Photo by Sophia Hantzes, copyright 2022, all rights reserved.
Photo by Sophia Hantzes, copyright 2022, all rights reserved.

The Federal law known as Title IX is often misunderstood.  Actually, the federal law known as Title IX is often under-understood.

Most people could sum up their comprehension of Title IX as something like this:  “Yeah, Title IX, something about women in sports, schools or something, something about the something-something, now shaddup and let me watch the finale of Ozark.”

While that summation is not precisely wrong—well, watching the finale of Ozark might be—that summation is woefully incomplete.  

In a very real sense, Title IX began with the Civil Rights Act—yeah, that Civil Rights Act, the Civil Rights Act of 1964 which prohibited discrimination based on “race, color, religion, sex, and national origin,” as stated in most of its eleven titles.  Title VII of the Civil Rights Act of 1964 banned discrimination in employment…but regrettably skipped over another e-word, education.  Hence, the US Congress attempted to catch its own rebound in the form of the Education Amendments of 1972.  

When Indiana Senator Birch Bayh introduced what would eventually become Title IX on the floor of the US Senate, he remarked, “It is…an important first step in the effort to provide for the women of America something that is rightfully theirs—an equal chance to attend the schools of their choice, to develop the skills they want, and to apply those skills with knowledge that they will have a fair chance to secure the jobs of their choice with equal pay for equal work.”  Ah, well…as that recently-departed, modern-day bard, Marvin Aday, so memorably put it, “Two out of three ain’t bad.”  

Hawaiian trailblazer, Representative Patsy Mink, managed to schoolhouse rock that (more-or-less) same bill through the US House, driven by her own real-world experiences.  “I didn’t start off wanting to be in politics,” she would later say.  “Not being able to get job from anybody changed that.”  Upon her death in 2002, the legislation—signed into law by Richard Nixon, of all Presidents–was renamed, in honor of its most visible and most vocal champion, the Patsy Takemoto Mink Equal Opportunity in Education Act.

Title IX reads, “No person in the United States shall, on the basis of sex, be excluded from participation in, be denied the benefits of, or be subjected to discrimination under any education program or activity receiving Federal financial assistance.”

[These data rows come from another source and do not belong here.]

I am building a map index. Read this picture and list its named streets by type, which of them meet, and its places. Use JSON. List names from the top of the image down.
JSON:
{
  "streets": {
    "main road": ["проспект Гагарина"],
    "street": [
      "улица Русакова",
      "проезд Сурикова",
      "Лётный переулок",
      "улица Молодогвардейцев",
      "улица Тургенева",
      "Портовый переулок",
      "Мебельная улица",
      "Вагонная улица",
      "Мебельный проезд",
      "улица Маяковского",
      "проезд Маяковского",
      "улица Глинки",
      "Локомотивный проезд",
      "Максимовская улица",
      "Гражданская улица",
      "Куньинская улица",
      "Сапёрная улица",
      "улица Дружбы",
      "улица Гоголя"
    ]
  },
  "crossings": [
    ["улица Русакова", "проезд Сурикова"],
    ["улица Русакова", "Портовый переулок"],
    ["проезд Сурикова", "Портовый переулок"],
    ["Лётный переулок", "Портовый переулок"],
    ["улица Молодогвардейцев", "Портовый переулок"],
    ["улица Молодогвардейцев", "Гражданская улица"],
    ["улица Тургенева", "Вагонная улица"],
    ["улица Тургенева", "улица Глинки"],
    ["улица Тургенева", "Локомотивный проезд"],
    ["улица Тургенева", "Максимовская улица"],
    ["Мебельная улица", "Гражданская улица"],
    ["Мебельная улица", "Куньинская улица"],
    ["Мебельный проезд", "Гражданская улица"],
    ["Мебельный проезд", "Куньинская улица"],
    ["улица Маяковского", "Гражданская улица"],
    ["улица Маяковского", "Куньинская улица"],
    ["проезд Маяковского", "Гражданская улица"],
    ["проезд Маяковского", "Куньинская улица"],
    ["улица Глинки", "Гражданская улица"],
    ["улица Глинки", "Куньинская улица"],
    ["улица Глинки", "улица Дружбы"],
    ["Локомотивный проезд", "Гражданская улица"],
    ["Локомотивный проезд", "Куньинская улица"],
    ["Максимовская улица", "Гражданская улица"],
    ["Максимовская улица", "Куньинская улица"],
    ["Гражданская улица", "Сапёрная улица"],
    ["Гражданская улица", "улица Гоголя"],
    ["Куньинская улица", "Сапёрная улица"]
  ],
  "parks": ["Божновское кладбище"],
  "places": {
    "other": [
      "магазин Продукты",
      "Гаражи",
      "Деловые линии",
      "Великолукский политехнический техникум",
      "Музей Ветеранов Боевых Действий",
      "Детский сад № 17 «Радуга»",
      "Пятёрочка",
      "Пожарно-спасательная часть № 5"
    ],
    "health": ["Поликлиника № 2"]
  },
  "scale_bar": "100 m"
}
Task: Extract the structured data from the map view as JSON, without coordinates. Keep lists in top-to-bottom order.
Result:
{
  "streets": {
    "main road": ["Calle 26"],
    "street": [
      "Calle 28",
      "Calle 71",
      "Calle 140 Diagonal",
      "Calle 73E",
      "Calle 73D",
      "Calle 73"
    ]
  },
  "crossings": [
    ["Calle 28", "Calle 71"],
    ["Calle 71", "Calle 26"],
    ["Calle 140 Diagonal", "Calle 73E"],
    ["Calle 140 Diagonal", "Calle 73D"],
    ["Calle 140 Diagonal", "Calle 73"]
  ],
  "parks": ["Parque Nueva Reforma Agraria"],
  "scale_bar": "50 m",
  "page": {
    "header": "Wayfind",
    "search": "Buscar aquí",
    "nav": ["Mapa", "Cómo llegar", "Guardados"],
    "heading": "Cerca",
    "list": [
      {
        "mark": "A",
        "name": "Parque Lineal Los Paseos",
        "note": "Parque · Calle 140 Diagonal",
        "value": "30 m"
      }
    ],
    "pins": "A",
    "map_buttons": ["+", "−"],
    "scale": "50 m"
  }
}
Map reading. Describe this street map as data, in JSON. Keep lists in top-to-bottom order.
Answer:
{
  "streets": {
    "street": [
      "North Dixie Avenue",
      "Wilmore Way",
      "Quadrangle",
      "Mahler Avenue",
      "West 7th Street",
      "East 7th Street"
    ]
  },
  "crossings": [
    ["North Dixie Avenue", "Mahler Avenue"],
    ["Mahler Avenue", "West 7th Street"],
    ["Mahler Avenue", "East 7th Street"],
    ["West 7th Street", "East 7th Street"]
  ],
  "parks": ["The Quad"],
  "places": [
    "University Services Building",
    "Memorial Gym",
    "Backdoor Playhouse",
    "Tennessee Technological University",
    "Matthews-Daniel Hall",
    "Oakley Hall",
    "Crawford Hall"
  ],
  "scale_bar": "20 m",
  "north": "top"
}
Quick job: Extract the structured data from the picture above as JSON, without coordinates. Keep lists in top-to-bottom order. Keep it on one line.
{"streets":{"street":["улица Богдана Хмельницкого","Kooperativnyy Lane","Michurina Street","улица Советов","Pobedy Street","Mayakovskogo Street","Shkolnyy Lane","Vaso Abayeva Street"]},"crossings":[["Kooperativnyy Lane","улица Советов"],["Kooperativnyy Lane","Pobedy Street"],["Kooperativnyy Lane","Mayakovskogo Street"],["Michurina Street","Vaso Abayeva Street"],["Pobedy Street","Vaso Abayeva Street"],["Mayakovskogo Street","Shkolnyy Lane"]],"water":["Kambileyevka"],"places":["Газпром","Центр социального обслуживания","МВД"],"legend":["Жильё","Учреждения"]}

That actually covers a lot of ground—like, all of the ground, academically speaking:  Departments of Fine Arts, Departments of Arts, Departments of Sciences, Departments of Arts & Sciences, business programs, education programs, human development programs, graduate studies programs, and even Departments of Programs and program departments, assuming there are such things – if any one of them receives even one penny of Federal assistance, all are bound to and by Title IX, meaning men and women are guaranteed equal access to everything that’s offered by that particular school, and that all of those offerings are themselves equal.

Cynthia Cooper copyright 2012 Sophia Hantzes, all rights reserved

Including that particular school’s athletic program.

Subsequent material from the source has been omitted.